> EXERCISE MATERIAL:
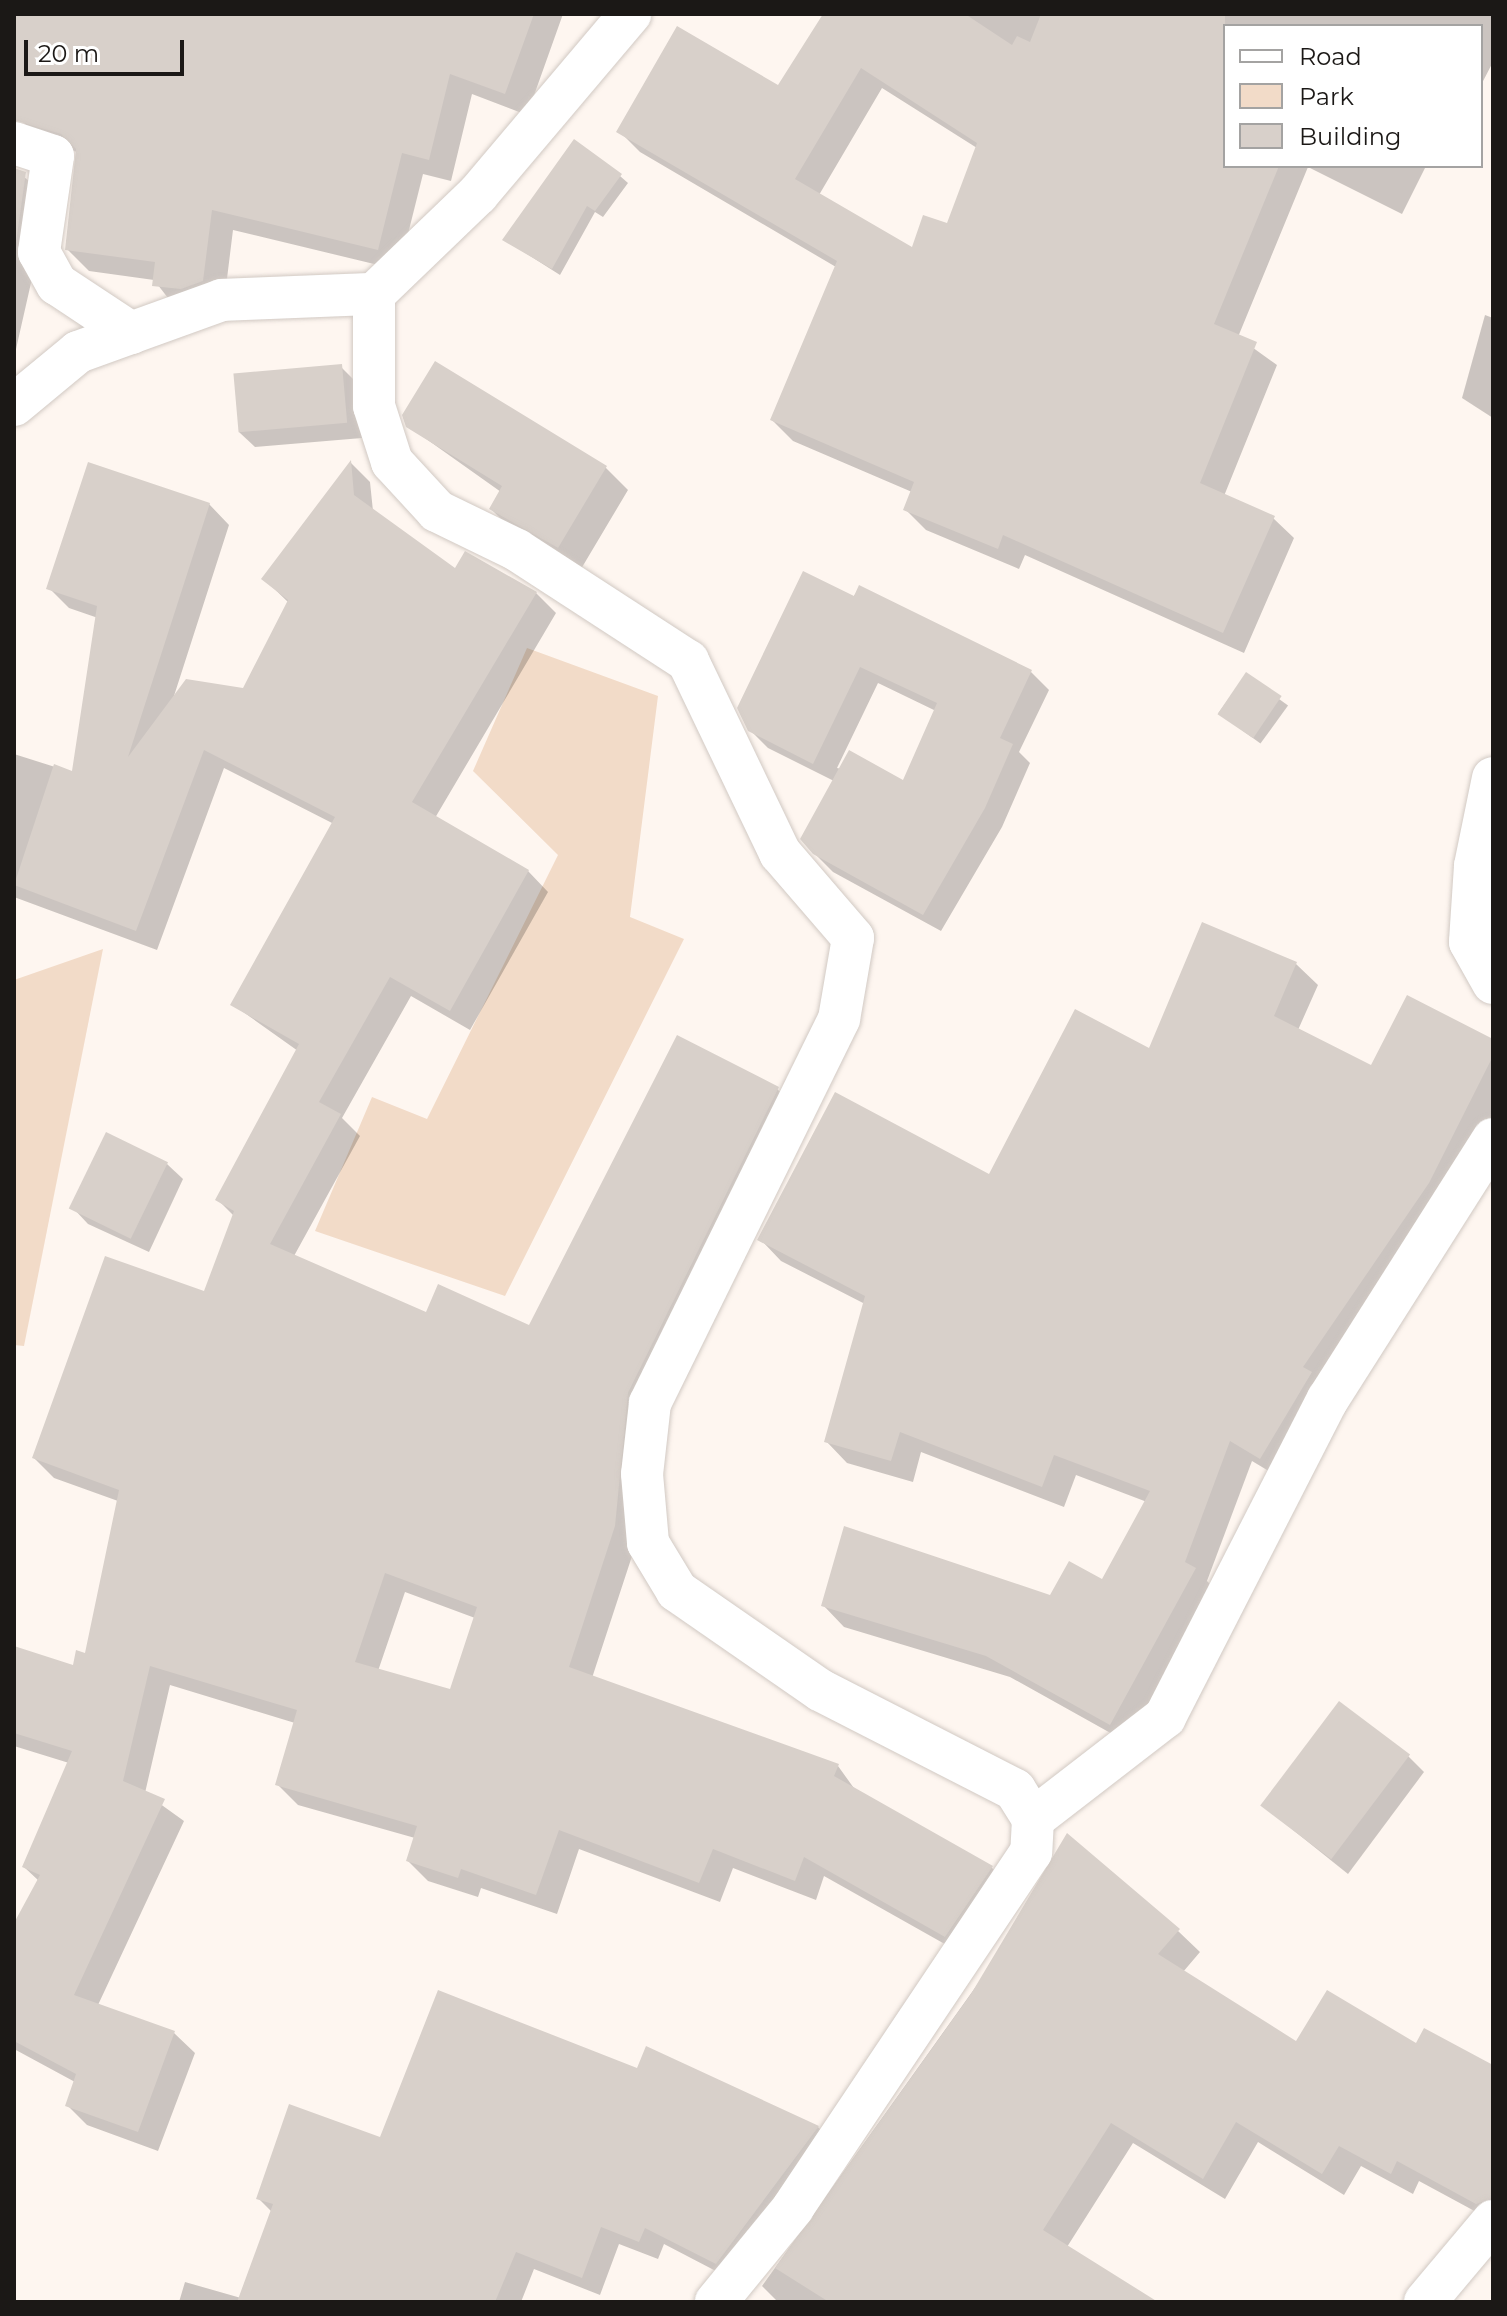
<!DOCTYPE html>
<style>
body{margin:0}
#map{position:relative;width:1507px;height:2316px;overflow:hidden;background:#fef6f0;font-family:Montserrat,sans-serif}
div>[style]{position:absolute}
.green>*{inset:0;background:#f2dbc8}
.shadow>*{inset:0;background:#0003;transform-origin:0 0}
.building>*{inset:0;background:#d8d0ca;transform-origin:0 0}
.roads{filter:drop-shadow(0 0 2px #d1c9c3) drop-shadow(0 0 2px #d1c9c3)}
.street>*{height:42px;margin:-21px;padding:0 21px;transform-origin:21px;border-radius:21px;background:#fff}
span{translate:-50% -50%;white-space:nowrap;text-align:center;line-height:1.15;-webkit-text-stroke:6px #fff;paint-order:stroke}
.frame{position:absolute;inset:0;border:16px solid #1b1816;pointer-events:none}
.legend{position:absolute;left:1223px;top:24px;width:260px;height:144px;box-sizing:border-box;background:#fff;border:2px solid #a4a3a2;margin:0;padding:10px 14px;list-style:none;font-size:24px;color:#1b1816}
.legend li{display:flex;align-items:center;gap:16px;height:40px}
.legend b{width:40px;border:2px solid #a4a3a2}
.scale{position:absolute;left:24px;top:40px;width:160px;height:36px;box-sizing:border-box;border:4px solid #1b1816;border-top:0;padding-left:10px;font-size:24px;line-height:28px;white-space:nowrap;color:#1b1816;-webkit-text-stroke:6px #fff;paint-order:stroke}
</style>
<div id="map">
<div class="green">
<div style="clip-path:polygon(527px 648px,658px 696px,630px 917px,684px 939px,505px 1296px,315px 1231px,372px 1097px,427px 1119px,558px 855px,473px 771px)"></div>
<div style="clip-path:polygon(103px 949px,24px 1346px,14px 1345px,14px 980px)"></div>
</div>
<div class="shadow">
<div style="clip-path:polygon(73px 14px,563px 14px,527px 115px,472px 94px,451px 181px,423px 174px,399px 270px,233px 230px,224px 303px,175px 307px,154px 280px,89px 271px,67px 249px,77px 152px,42px 141px,21px 120px)"></div>
<div style="clip-path:polygon(evenodd,826px 14px,1493px 14px,1493px 62px,1481px 85px,1481px 26px,1225px 26px,1225px 166px,1426px 166px,1402px 214px,1308px 167px,1238px 337px,1277px 365px,1224px 496px,1273px 518px,1294px 538px,1244px 653px,1025px 555px,1019px 569px,926px 530px,905px 509px,912px 492px,793px 441px,772px 420px,836px 267px,640px 152px,619px 131px,779px 88px,826px 14px,882px 88px,977px 148px,948px 226px,913px 250px,819px 195px,882px 88px)"></div>
<div style="clip-path:polygon(14px 136px,16px 170px,50px 199px,14px 358px)"></div>
<div style="clip-path:polygon(620px 176px,628px 183px,603px 217px,595px 212px,560px 275px,505px 240px)"></div>
<div style="clip-path:polygon(1485px 315px,1493px 318px,1493px 418px,1462px 398px)"></div>
<div style="clip-path:polygon(341px 367px,356px 382px,362px 438px,255px 447px,239px 432px)"></div>
<div style="clip-path:polygon(408px 426px,606px 468px,628px 490px,581px 569px,514px 532px,491px 509px,501px 492px)"></div>
<div style="clip-path:polygon(evenodd,351px 463px,370px 482px,373px 511px,456px 571px,536px 593px,556px 613px,435px 818px,528px 871px,548px 892px,470px 1030px,411px 996px,342px 1118px,360px 1136px,294px 1256px,427px 1314px,530px 1328px,777px 1089px,798px 1109px,648px 1414px,635px 1547px,592px 1678px,838px 1766px,856px 1791px,992px 1868px,1012px 1888px,966px 1956px,824px 1876px,816px 1900px,733px 1868px,720px 1902px,579px 1849px,557px 1914px,481px 1888px,478px 1897px,428px 1881px,408px 1861px,415px 1838px,298px 1805px,278px 1785px,295px 1723px,170px 1685px,145px 1793px,184px 1821px,98px 2005px,174px 2033px,195px 2053px,158px 2151px,87px 2125px,67px 2105px,75px 2082px,14px 2049px,14px 1928px,39px 1881px,24px 1867px,69px 1763px,14px 1746px,14px 1648px,74px 1667px,87px 1655px,118px 1501px,54px 1478px,34px 1458px,205px 1294px,234px 1216px,217px 1199px,298px 1051px,232px 1004px,334px 824px,224px 768px,157px 950px,14px 897px,14px 754px,74px 773px,98px 618px,69px 608px,49px 588px,209px 504px,229px 525px,173px 699px,244px 690px,289px 603px,264px 579px,351px 463px,405px 1592px,475px 1618px,451px 1692px,378px 1671px,405px 1592px)"></div>
<div style="clip-path:polygon(evenodd,860px 588px,1031px 672px,1049px 690px,1019px 752px,1030px 763px,1002px 827px,941px 931px,833px 872px,814px 853px,834px 781px,768px 748px,750px 730px,860px 588px,878px 683px,936px 711px,904px 783px,837px 768px,878px 683px)"></div>
<div style="left:1246px;top:675px;width:52px;height:47px;rotate:36deg"></div>
<div style="clip-path:polygon(1204px 925px,1296px 964px,1318px 985px,1298px 1030px,1372px 1068px,1493px 1041px,1493px 1120px,1282px 1479px,1252px 1461px,1207px 1581px,1217px 1591px,1132px 1745px,1010px 1677px,844px 1627px,823px 1605px,1051px 1598px,1103px 1582px,1147px 1502px,1076px 1475px,1064px 1507px,921px 1452px,913px 1482px,847px 1463px,826px 1441px,865px 1304px,781px 1261px,760px 1239px,990px 1177px,1150px 1051px)"></div>
<div style="clip-path:polygon(167px 1164px,183px 1179px,149px 1252px,88px 1224px,73px 1208px)"></div>
<div style="clip-path:polygon(1408px 1756px,1424px 1772px,1348px 1874px,1263px 1806px)"></div>
<div style="clip-path:polygon(1178px 1931px,1200px 1952px,1183px 1972px,1297px 2044px,1417px 2046px,1493px 2067px,1493px 2221px,1419px 2181px,1413px 2194px,1361px 2166px,1344px 2195px,1258px 2142px,1225px 2199px,1133px 2143px,1067px 2247px,1154px 2302px,778px 2302px,762px 2286px,992px 1964px)"></div>
<div style="clip-path:polygon(647px 2048px,818px 2127px,836px 2146px,735px 2281px,664px 2244px,658px 2259px,619px 2244px,600px 2295px,534px 2269px,521px 2302px,179px 2302px,185px 2282px,241px 2298px,272px 2212px,258px 2198px,381px 2139px,638px 2070px)"></div>
</div>
<div class="building">
<div style="clip-path:polygon(14px 14px,534px 14px,505px 94px,450px 74px,429px 160px,402px 153px,378px 250px,212px 210px,203px 281px,181px 289px,152px 286px,155px 262px,65px 250px,76px 149px,61px 134px,14px 120px)"></div>
<div style="clip-path:polygon(evenodd,823px 14px,965px 14px,1012px 45px,1017px 36px,1030px 42px,1041px 14px,1225px 14px,1225px 166px,1279px 166px,1214px 324px,1257px 342px,1200px 483px,1275px 516px,1223px 633px,1003px 535px,998px 549px,903px 510px,914px 482px,770px 420px,837px 261px,616px 132px,677px 26px,778px 85px,823px 14px,861px 68px,977px 143px,947px 223px,923px 215px,912px 247px,795px 179px,861px 68px)"></div>
<div style="clip-path:polygon(574px 139px,622px 174px,595px 211px,587px 206px,552px 269px,502px 240px)"></div>
<div style="clip-path:polygon(14px 168px,26px 172px,16px 243px,14px 243px)"></div>
<div style="clip-path:polygon(435px 361px,607px 466px,558px 548px,489px 509px,502px 486px,406px 427px,402px 415px)"></div>
<div style="left:342px;top:364px;width:59px;height:109px;rotate:85deg"></div>
<div style="clip-path:polygon(evenodd,351px 460px,354px 495px,455px 568px,465px 551px,537px 592px,412px 802px,529px 870px,450px 1011px,390px 977px,319px 1102px,341px 1114px,270px 1244px,426px 1312px,438px 1284px,529px 1325px,677px 1035px,779px 1087px,628px 1393px,615px 1526px,569px 1667px,839px 1764px,834px 1776px,993px 1866px,945px 1937px,804px 1857px,795px 1881px,713px 1849px,699px 1883px,559px 1830px,536px 1895px,461px 1869px,458px 1878px,406px 1861px,417px 1826px,275px 1785px,297px 1710px,150px 1666px,123px 1781px,165px 1799px,74px 1995px,175px 2031px,138px 2132px,65px 2106px,76px 2074px,14px 2041px,14px 1923px,40px 1875px,22px 1867px,72px 1751px,14px 1733px,14px 1646px,73px 1665px,76px 1650px,85px 1653px,119px 1490px,32px 1458px,105px 1256px,204px 1291px,234px 1211px,215px 1200px,299px 1044px,230px 1005px,335px 817px,204px 750px,136px 931px,14px 885px,54px 764px,72px 771px,97px 606px,46px 589px,88px 462px,210px 503px,128px 757px,186px 679px,243px 688px,288px 600px,261px 579px,351px 460px,385px 1573px,477px 1607px,450px 1689px,355px 1662px,385px 1573px)"></div>
<div style="clip-path:polygon(803px 571px,854px 596px,859px 585px,1032px 670px,1000px 738px,1013px 744px,985px 808px,923px 915px,813px 854px,800px 839px,849px 750px,903px 780px,937px 703px,860px 667px,813px 764px,748px 731px,737px 708px)"></div>
<div style="left:1246px;top:672px;width:43px;height:51px;rotate:34deg"></div>
<div style="clip-path:polygon(1202px 922px,1297px 962px,1274px 1016px,1371px 1065px,1407px 995px,1493px 1039px,1493px 1056px,1429px 1183px,1303px 1367px,1312px 1372px,1260px 1459px,1230px 1441px,1185px 1562px,1196px 1568px,1110px 1725px,986px 1656px,821px 1606px,844px 1526px,1050px 1595px,1069px 1561px,1102px 1579px,1150px 1491px,1054px 1455px,1042px 1487px,900px 1432px,891px 1461px,824px 1442px,865px 1296px,757px 1240px,835px 1092px,989px 1174px,1075px 1009px,1149px 1048px)"></div>
<div style="left:106px;top:1132px;width:69px;height:85px;rotate:26deg"></div>
<div style="left:1339px;top:1701px;width:89px;height:131px;rotate:37deg"></div>
<div style="clip-path:polygon(1067px 1833px,1180px 1929px,1158px 1954px,1296px 2041px,1327px 1990px,1416px 2043px,1424px 2028px,1493px 2065px,1493px 2198px,1476px 2204px,1397px 2161px,1391px 2174px,1339px 2146px,1322px 2174px,1236px 2122px,1203px 2179px,1111px 2123px,1043px 2230px,1158px 2302px,829px 2302px,775px 2268px,971px 1994px)"></div>
<div style="clip-path:polygon(438px 1990px,637px 2068px,646px 2046px,819px 2126px,716px 2264px,645px 2228px,639px 2242px,601px 2227px,582px 2278px,516px 2252px,495px 2302px,237px 2302px,273px 2204px,256px 2199px,289px 2104px,380px 2137px)"></div>
</div>
<div class="roads">
<div class="street">
<div style="left:14px;top:143px;width:41px;rotate:18.4deg"></div>
<div style="left:53px;top:156px;width:97px;rotate:98.3deg"></div>
<div style="left:39px;top:252px;width:37px;rotate:61deg"></div>
<div style="left:57px;top:284px;width:89px;rotate:33.5deg"></div>
<div style="left:374px;top:294px;width:112px;rotate:90deg"></div>
<div style="left:374px;top:406px;width:59px;rotate:72.2deg"></div>
<div style="left:392px;top:462px;width:67px;rotate:47.4deg"></div>
<div style="left:437px;top:511px;width:89px;rotate:26deg"></div>
<div style="left:517px;top:550px;width:204px;rotate:33deg"></div>
<div style="left:688px;top:661px;width:213px;rotate:64.4deg"></div>
<div style="left:780px;top:853px;width:112px;rotate:49.3deg"></div>
<div style="left:853px;top:938px;width:82px;rotate:99.8deg"></div>
<div style="left:839px;top:1019px;width:428px;rotate:116.2deg"></div>
<div style="left:650px;top:1403px;width:71px;rotate:96.4deg"></div>
<div style="left:642px;top:1474px;width:69px;rotate:85deg"></div>
<div style="left:648px;top:1543px;width:56px;rotate:58.9deg"></div>
<div style="left:677px;top:1591px;width:174px;rotate:34.7deg"></div>
<div style="left:820px;top:1690px;width:219px;rotate:27.1deg"></div>
<div style="left:1015px;top:1790px;width:34px;rotate:58deg"></div>
<div style="left:1033px;top:1819px;width:33px;rotate:93deg"></div>
<div style="left:1031px;top:1852px;width:428px;rotate:123.8deg"></div>
<div style="left:793px;top:2208px;width:122px;rotate:129.3deg"></div>
<div style="left:14px;top:405px;width:83px;rotate:-39.6deg"></div>
<div style="left:78px;top:352px;width:153px;rotate:-19.9deg"></div>
<div style="left:222px;top:300px;width:152px;rotate:-2.3deg"></div>
<div style="left:374px;top:294px;width:144px;rotate:-43.9deg"></div>
<div style="left:478px;top:194px;width:236px;rotate:-49.8deg"></div>
<div style="left:1493px;top:778px;width:90px;rotate:101.6deg"></div>
<div style="left:1475px;top:866px;width:76px;rotate:93.8deg"></div>
<div style="left:1470px;top:942px;width:47px;rotate:60.7deg"></div>
<div style="left:1033px;top:1819px;width:167px;rotate:-37.7deg"></div>
<div style="left:1165px;top:1717px;width:357px;rotate:-62.9deg"></div>
<div style="left:1328px;top:1399px;width:308px;rotate:-57.6deg"></div>
<div style="left:1425px;top:2302px;width:106px;rotate:-50deg"></div>
</div>
</div>
<div class="frame"></div>
<ul class="legend">
<li><b style="height:10px;background:#fff"></b>Road</li>
<li><b style="height:22px;background:#f2dbc8"></b>Park</li>
<li><b style="height:22px;background:#d8d0ca"></b>Building</li>
</ul>
<div class="scale">20 m</div>
</div>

> YOUR GOAL:
Copy out only the lines of the records above from the one with "949px,24px 1346px,14px 1345px,14px" through the one with "136px,16px 170px,50px 199px,14px", exactly as they stand, both included.

> PROBLEM SOLUTION:
<div style="clip-path:polygon(103px 949px,24px 1346px,14px 1345px,14px 980px)"></div>
</div>
<div class="shadow">
<div style="clip-path:polygon(73px 14px,563px 14px,527px 115px,472px 94px,451px 181px,423px 174px,399px 270px,233px 230px,224px 303px,175px 307px,154px 280px,89px 271px,67px 249px,77px 152px,42px 141px,21px 120px)"></div>
<div style="clip-path:polygon(evenodd,826px 14px,1493px 14px,1493px 62px,1481px 85px,1481px 26px,1225px 26px,1225px 166px,1426px 166px,1402px 214px,1308px 167px,1238px 337px,1277px 365px,1224px 496px,1273px 518px,1294px 538px,1244px 653px,1025px 555px,1019px 569px,926px 530px,905px 509px,912px 492px,793px 441px,772px 420px,836px 267px,640px 152px,619px 131px,779px 88px,826px 14px,882px 88px,977px 148px,948px 226px,913px 250px,819px 195px,882px 88px)"></div>
<div style="clip-path:polygon(14px 136px,16px 170px,50px 199px,14px 358px)"></div>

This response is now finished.